* [Your assignment]
Your answer must be the full set of entries, repeated exactly.

Extracted records:
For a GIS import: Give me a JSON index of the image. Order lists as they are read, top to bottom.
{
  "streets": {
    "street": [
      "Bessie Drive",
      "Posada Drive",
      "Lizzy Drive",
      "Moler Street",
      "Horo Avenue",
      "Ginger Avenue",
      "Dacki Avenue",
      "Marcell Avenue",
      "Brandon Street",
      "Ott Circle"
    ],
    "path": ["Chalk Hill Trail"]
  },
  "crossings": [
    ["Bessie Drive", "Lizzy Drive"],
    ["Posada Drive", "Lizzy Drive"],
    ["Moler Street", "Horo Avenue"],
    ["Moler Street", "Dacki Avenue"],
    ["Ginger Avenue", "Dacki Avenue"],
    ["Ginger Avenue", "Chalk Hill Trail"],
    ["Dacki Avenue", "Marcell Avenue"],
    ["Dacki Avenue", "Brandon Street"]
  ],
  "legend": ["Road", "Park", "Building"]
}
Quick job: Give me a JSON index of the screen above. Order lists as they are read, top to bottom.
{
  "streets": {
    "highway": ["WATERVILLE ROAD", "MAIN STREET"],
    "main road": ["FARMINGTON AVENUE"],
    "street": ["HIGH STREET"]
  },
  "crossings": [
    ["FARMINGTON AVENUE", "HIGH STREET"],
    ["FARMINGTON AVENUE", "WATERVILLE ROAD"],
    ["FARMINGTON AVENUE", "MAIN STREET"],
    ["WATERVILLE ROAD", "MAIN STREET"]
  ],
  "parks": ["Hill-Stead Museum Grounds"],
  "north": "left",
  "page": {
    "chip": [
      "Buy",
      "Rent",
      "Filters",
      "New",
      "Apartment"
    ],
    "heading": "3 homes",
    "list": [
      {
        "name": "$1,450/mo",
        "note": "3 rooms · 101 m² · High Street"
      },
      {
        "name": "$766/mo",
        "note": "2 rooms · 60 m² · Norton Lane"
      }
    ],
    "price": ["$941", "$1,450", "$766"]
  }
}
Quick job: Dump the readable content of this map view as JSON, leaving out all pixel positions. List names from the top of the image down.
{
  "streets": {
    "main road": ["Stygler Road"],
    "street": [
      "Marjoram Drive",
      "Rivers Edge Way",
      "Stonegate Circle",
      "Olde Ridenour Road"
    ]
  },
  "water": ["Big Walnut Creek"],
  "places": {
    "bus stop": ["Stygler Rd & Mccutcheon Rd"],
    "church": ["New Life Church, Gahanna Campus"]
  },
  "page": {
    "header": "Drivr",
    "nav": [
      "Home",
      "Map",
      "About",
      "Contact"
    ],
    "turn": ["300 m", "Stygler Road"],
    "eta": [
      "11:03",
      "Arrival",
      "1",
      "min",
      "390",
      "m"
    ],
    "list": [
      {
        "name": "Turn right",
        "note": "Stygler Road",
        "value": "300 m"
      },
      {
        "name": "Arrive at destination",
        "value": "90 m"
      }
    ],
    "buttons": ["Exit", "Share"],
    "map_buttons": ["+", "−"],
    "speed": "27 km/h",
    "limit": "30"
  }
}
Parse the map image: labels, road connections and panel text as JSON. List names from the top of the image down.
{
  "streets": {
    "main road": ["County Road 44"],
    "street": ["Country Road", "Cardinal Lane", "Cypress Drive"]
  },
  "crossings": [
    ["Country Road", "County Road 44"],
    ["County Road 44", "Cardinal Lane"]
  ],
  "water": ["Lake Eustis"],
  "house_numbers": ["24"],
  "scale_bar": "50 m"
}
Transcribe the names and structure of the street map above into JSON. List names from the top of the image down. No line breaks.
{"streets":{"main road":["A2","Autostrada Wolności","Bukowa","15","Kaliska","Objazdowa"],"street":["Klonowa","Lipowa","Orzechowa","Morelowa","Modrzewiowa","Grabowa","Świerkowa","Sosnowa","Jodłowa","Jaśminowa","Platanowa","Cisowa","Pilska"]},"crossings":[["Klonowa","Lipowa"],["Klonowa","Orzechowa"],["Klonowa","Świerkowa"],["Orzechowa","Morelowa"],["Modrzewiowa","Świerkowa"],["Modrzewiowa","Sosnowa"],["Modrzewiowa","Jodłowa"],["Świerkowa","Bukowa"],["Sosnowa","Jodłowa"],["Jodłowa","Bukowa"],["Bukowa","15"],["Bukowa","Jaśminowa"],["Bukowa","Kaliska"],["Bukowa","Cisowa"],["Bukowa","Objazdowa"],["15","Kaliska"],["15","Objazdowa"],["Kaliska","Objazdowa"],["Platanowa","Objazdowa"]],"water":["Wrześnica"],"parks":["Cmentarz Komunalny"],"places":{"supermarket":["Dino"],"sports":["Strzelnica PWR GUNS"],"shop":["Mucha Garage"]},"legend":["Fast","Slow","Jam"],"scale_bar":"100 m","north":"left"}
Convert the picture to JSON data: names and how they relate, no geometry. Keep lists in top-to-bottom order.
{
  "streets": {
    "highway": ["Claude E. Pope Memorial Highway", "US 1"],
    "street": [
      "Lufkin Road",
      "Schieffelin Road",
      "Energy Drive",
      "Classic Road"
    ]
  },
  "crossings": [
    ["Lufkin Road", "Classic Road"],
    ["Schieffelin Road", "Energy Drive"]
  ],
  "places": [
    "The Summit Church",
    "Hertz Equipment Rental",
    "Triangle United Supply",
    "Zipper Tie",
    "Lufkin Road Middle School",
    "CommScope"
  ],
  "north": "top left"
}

* [Task solution]
For a GIS import: Give me a JSON index of the image. Order lists as they are read, top to bottom.
{
  "streets": {
    "street": [
      "Bessie Drive",
      "Posada Drive",
      "Lizzy Drive",
      "Moler Street",
      "Horo Avenue",
      "Ginger Avenue",
      "Dacki Avenue",
      "Marcell Avenue",
      "Brandon Street",
      "Ott Circle"
    ],
    "path": ["Chalk Hill Trail"]
  },
  "crossings": [
    ["Bessie Drive", "Lizzy Drive"],
    ["Posada Drive", "Lizzy Drive"],
    ["Moler Street", "Horo Avenue"],
    ["Moler Street", "Dacki Avenue"],
    ["Ginger Avenue", "Dacki Avenue"],
    ["Ginger Avenue", "Chalk Hill Trail"],
    ["Dacki Avenue", "Marcell Avenue"],
    ["Dacki Avenue", "Brandon Street"]
  ],
  "legend": ["Road", "Park", "Building"]
}
Quick job: Give me a JSON index of the screen above. Order lists as they are read, top to bottom.
{
  "streets": {
    "highway": ["WATERVILLE ROAD", "MAIN STREET"],
    "main road": ["FARMINGTON AVENUE"],
    "street": ["HIGH STREET"]
  },
  "crossings": [
    ["FARMINGTON AVENUE", "HIGH STREET"],
    ["FARMINGTON AVENUE", "WATERVILLE ROAD"],
    ["FARMINGTON AVENUE", "MAIN STREET"],
    ["WATERVILLE ROAD", "MAIN STREET"]
  ],
  "parks": ["Hill-Stead Museum Grounds"],
  "north": "left",
  "page": {
    "chip": [
      "Buy",
      "Rent",
      "Filters",
      "New",
      "Apartment"
    ],
    "heading": "3 homes",
    "list": [
      {
        "name": "$1,450/mo",
        "note": "3 rooms · 101 m² · High Street"
      },
      {
        "name": "$766/mo",
        "note": "2 rooms · 60 m² · Norton Lane"
      }
    ],
    "price": ["$941", "$1,450", "$766"]
  }
}
Quick job: Dump the readable content of this map view as JSON, leaving out all pixel positions. List names from the top of the image down.
{
  "streets": {
    "main road": ["Stygler Road"],
    "street": [
      "Marjoram Drive",
      "Rivers Edge Way",
      "Stonegate Circle",
      "Olde Ridenour Road"
    ]
  },
  "water": ["Big Walnut Creek"],
  "places": {
    "bus stop": ["Stygler Rd & Mccutcheon Rd"],
    "church": ["New Life Church, Gahanna Campus"]
  },
  "page": {
    "header": "Drivr",
    "nav": [
      "Home",
      "Map",
      "About",
      "Contact"
    ],
    "turn": ["300 m", "Stygler Road"],
    "eta": [
      "11:03",
      "Arrival",
      "1",
      "min",
      "390",
      "m"
    ],
    "list": [
      {
        "name": "Turn right",
        "note": "Stygler Road",
        "value": "300 m"
      },
      {
        "name": "Arrive at destination",
        "value": "90 m"
      }
    ],
    "buttons": ["Exit", "Share"],
    "map_buttons": ["+", "−"],
    "speed": "27 km/h",
    "limit": "30"
  }
}
Parse the map image: labels, road connections and panel text as JSON. List names from the top of the image down.
{
  "streets": {
    "main road": ["County Road 44"],
    "street": ["Country Road", "Cardinal Lane", "Cypress Drive"]
  },
  "crossings": [
    ["Country Road", "County Road 44"],
    ["County Road 44", "Cardinal Lane"]
  ],
  "water": ["Lake Eustis"],
  "house_numbers": ["24"],
  "scale_bar": "50 m"
}
Transcribe the names and structure of the street map above into JSON. List names from the top of the image down. No line breaks.
{"streets":{"main road":["A2","Autostrada Wolności","Bukowa","15","Kaliska","Objazdowa"],"street":["Klonowa","Lipowa","Orzechowa","Morelowa","Modrzewiowa","Grabowa","Świerkowa","Sosnowa","Jodłowa","Jaśminowa","Platanowa","Cisowa","Pilska"]},"crossings":[["Klonowa","Lipowa"],["Klonowa","Orzechowa"],["Klonowa","Świerkowa"],["Orzechowa","Morelowa"],["Modrzewiowa","Świerkowa"],["Modrzewiowa","Sosnowa"],["Modrzewiowa","Jodłowa"],["Świerkowa","Bukowa"],["Sosnowa","Jodłowa"],["Jodłowa","Bukowa"],["Bukowa","15"],["Bukowa","Jaśminowa"],["Bukowa","Kaliska"],["Bukowa","Cisowa"],["Bukowa","Objazdowa"],["15","Kaliska"],["15","Objazdowa"],["Kaliska","Objazdowa"],["Platanowa","Objazdowa"]],"water":["Wrześnica"],"parks":["Cmentarz Komunalny"],"places":{"supermarket":["Dino"],"sports":["Strzelnica PWR GUNS"],"shop":["Mucha Garage"]},"legend":["Fast","Slow","Jam"],"scale_bar":"100 m","north":"left"}
Convert the picture to JSON data: names and how they relate, no geometry. Keep lists in top-to-bottom order.
{
  "streets": {
    "highway": ["Claude E. Pope Memorial Highway", "US 1"],
    "street": [
      "Lufkin Road",
      "Schieffelin Road",
      "Energy Drive",
      "Classic Road"
    ]
  },
  "crossings": [
    ["Lufkin Road", "Classic Road"],
    ["Schieffelin Road", "Energy Drive"]
  ],
  "places": [
    "The Summit Church",
    "Hertz Equipment Rental",
    "Triangle United Supply",
    "Zipper Tie",
    "Lufkin Road Middle School",
    "CommScope"
  ],
  "north": "top left"
}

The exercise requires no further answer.